• _WORK INSTRUCTION_:
From the data below, tally each line that has "them" in it, then give that tally without comment.

►

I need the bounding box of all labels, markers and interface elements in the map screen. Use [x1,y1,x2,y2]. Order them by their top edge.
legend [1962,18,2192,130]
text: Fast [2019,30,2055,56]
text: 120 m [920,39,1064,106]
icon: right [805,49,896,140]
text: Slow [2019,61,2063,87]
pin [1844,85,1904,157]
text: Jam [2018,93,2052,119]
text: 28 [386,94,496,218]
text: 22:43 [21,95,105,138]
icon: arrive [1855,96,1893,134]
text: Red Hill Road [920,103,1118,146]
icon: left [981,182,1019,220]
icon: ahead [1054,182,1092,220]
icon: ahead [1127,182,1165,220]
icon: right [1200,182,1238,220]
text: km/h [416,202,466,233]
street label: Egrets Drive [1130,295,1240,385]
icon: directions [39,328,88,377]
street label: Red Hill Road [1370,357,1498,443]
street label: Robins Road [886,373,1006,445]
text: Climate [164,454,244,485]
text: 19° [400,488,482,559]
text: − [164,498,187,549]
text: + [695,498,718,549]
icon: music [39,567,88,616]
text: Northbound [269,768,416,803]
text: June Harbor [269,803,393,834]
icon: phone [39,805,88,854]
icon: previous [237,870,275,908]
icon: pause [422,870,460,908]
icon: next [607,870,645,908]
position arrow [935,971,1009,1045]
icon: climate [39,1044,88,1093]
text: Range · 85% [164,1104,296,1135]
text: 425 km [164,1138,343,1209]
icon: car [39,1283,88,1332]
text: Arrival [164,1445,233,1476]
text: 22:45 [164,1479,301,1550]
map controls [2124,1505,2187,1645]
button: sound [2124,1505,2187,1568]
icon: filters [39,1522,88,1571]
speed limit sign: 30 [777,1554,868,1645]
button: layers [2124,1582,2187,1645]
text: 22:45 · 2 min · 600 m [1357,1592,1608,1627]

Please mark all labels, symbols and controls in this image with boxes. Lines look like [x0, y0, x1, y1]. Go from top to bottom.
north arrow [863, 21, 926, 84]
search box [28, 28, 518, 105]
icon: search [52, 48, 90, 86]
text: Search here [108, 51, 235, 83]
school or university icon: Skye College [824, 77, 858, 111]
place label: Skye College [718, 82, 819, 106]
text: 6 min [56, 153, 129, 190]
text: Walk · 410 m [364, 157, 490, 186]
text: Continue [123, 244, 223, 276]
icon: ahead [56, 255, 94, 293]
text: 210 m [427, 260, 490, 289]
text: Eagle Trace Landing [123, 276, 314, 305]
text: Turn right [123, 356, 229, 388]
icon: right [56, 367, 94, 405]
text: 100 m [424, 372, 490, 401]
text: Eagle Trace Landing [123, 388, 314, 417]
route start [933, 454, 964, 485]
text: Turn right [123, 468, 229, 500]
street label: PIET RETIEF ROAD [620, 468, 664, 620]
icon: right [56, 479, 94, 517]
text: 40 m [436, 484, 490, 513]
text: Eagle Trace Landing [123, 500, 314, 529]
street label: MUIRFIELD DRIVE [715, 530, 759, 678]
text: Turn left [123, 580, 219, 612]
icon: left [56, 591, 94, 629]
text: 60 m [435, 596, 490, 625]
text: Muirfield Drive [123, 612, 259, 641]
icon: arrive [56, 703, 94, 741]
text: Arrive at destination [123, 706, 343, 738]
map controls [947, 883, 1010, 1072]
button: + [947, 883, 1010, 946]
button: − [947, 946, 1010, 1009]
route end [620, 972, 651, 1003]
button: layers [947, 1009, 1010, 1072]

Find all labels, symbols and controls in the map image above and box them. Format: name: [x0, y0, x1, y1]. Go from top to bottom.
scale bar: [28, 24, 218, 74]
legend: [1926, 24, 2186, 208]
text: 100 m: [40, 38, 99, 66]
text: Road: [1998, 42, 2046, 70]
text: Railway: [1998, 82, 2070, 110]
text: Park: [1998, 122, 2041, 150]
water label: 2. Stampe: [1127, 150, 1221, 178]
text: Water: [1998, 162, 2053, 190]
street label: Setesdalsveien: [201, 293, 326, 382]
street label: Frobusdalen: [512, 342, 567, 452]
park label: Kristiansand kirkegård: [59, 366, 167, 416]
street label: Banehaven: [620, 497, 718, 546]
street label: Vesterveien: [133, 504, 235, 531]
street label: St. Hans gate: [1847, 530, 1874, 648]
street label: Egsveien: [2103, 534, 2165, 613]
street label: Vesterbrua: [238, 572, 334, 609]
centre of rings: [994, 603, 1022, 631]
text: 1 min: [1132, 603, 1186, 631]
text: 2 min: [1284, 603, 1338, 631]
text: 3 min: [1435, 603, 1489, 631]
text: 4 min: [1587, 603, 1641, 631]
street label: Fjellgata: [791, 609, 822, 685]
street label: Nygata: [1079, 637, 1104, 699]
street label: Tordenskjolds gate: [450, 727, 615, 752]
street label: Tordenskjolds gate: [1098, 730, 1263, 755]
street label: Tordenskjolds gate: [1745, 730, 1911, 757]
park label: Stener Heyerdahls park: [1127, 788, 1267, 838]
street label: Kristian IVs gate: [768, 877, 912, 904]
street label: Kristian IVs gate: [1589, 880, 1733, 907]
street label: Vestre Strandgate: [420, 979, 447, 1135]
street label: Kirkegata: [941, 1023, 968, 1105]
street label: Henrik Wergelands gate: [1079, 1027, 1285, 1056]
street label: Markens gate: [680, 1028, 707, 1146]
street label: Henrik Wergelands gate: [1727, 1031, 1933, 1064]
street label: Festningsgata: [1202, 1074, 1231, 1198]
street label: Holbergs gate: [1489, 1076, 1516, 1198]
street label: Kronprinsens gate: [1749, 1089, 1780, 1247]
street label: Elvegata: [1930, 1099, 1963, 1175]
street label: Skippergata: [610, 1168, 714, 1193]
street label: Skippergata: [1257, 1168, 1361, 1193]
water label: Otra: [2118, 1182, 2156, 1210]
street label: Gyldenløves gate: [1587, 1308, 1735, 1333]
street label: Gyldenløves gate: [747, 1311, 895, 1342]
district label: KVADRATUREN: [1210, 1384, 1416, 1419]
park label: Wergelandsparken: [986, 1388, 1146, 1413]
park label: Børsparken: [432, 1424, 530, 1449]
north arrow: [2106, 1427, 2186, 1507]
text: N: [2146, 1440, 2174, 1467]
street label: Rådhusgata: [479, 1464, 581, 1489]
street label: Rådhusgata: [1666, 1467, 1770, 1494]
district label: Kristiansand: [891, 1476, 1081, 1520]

◄

• _YOUR RESPONSE_:
2